Quick scene setting: Back in September I get a call from the school to say my eldest (10) is fine but has been hurt in, and I quote, 'a completely unprovoked attack by someone he considered a friend' because the boy thought my son had pushed him. I'm told the kid took responsibility, and admitted that he didn't know who pushed him, just turned around, saw my son assumed it was him and punched him in the face, hard. He said he never meant to hit him that hard.
The red welt was visible for the rest of the evening, and that's with my son's glasses taking some of the impact!
I spoke to the deputy head the next day and she had finally managed to get hold of the boys parents and told me he was being punished. The mum of the boy had lost her mum in the July and posted regularly on FB that she missed her. Despite her being the kind of mum that pulls you up for the slightest little thing I decided to let it go because she had enough to deal with, the kid was punished and I was happy with the way the school dealt with it. I never said a word to the mum about it. But my son stopped walking home with him for obvious reasons.

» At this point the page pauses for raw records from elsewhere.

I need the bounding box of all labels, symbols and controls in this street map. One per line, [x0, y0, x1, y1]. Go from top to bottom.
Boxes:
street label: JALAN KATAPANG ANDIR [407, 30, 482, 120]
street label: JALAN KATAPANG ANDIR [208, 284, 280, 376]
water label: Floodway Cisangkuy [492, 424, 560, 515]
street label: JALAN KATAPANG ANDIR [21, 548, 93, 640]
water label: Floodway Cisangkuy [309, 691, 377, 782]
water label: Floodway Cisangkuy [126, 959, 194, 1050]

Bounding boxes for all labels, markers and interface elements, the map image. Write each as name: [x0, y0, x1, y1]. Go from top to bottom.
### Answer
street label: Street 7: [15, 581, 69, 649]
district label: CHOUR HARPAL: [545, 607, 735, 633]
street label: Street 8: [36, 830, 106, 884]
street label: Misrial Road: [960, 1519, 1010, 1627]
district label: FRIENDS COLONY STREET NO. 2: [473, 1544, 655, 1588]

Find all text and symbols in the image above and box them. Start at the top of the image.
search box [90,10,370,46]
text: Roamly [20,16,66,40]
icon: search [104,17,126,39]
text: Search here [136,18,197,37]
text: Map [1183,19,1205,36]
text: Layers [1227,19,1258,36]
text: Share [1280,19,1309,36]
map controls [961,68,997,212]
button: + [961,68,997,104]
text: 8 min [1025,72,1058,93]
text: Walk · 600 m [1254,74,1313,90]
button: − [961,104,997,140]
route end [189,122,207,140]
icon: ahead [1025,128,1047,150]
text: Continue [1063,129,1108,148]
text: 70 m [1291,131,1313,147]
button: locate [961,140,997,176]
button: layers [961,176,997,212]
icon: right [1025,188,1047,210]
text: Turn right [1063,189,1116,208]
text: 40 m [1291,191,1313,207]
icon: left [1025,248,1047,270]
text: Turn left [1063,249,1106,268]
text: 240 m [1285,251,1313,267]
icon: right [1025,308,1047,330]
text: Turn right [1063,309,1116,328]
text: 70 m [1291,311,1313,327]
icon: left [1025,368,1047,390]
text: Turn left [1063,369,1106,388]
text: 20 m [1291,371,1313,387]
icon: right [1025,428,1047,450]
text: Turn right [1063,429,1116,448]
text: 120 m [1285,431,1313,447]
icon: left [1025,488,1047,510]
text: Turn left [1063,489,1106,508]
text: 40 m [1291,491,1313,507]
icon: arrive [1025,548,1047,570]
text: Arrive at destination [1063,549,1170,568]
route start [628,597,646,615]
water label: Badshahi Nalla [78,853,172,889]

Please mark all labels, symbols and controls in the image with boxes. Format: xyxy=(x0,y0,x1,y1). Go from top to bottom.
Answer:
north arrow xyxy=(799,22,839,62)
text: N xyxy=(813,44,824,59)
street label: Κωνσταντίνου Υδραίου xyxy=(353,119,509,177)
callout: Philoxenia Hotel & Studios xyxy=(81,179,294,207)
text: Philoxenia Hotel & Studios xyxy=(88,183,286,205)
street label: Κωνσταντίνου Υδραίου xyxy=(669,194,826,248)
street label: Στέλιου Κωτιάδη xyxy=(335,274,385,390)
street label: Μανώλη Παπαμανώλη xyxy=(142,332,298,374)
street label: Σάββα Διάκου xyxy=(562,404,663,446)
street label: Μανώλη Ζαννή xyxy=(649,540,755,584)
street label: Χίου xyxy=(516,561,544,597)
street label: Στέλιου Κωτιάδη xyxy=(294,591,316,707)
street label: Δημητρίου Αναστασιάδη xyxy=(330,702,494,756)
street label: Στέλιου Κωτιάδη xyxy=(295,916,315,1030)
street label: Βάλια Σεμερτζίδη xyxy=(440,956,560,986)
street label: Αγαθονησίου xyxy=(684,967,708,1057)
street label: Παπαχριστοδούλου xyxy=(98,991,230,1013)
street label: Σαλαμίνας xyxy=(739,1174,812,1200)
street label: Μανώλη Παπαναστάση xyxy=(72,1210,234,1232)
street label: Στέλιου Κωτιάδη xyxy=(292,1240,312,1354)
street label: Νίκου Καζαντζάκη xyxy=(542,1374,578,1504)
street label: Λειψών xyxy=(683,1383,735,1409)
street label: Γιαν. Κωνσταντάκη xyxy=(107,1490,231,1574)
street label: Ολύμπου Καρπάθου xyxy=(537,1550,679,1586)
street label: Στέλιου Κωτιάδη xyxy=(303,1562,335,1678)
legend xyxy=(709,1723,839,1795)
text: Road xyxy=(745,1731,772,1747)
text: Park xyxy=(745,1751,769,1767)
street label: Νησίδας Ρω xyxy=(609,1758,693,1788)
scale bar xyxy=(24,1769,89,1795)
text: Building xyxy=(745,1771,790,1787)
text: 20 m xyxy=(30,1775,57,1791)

Now, before this we were never friends, we said morning, that was about it, I'm hardly at the school anyway as I work full time. I do feel she should have apologized for her son's behavior when it happened but you can't force someone to do something they don't want to do.
Fast forward 4 months, yes 4 months with no talk of it, no more drama at school, the boys avoid each other now, and sadly, my boys have just lost their nanny. This morning she shouts 'Morning!' super cheery and barely gave me a chance to respond before she says that we should clear the air. I'm not interested in clearing any air, because I don't think there's any air to clear. Your family hurt mine without so much as an apology so we're done. I'm happy with the current situation of saying hello in a perfunctory tone so no bad air from me.
I said: No, not really, if there was something to have been said it should have been said months ago when it happened. It's over with now, whats done is done. She ignores me and goes on to lecture me about how her son was just defending himself and that my son pushed her son down the stairs (!!) think the teachers would have told me that at the time. I told her what the school said to me, she said that wasn't true and that it must be lovely for me having children that never do any wrong blah blah blah. I told her that not once had I received a call from the school to say either of my boys had behaved badly let alone marked another boys face, shame she couldn't say the same.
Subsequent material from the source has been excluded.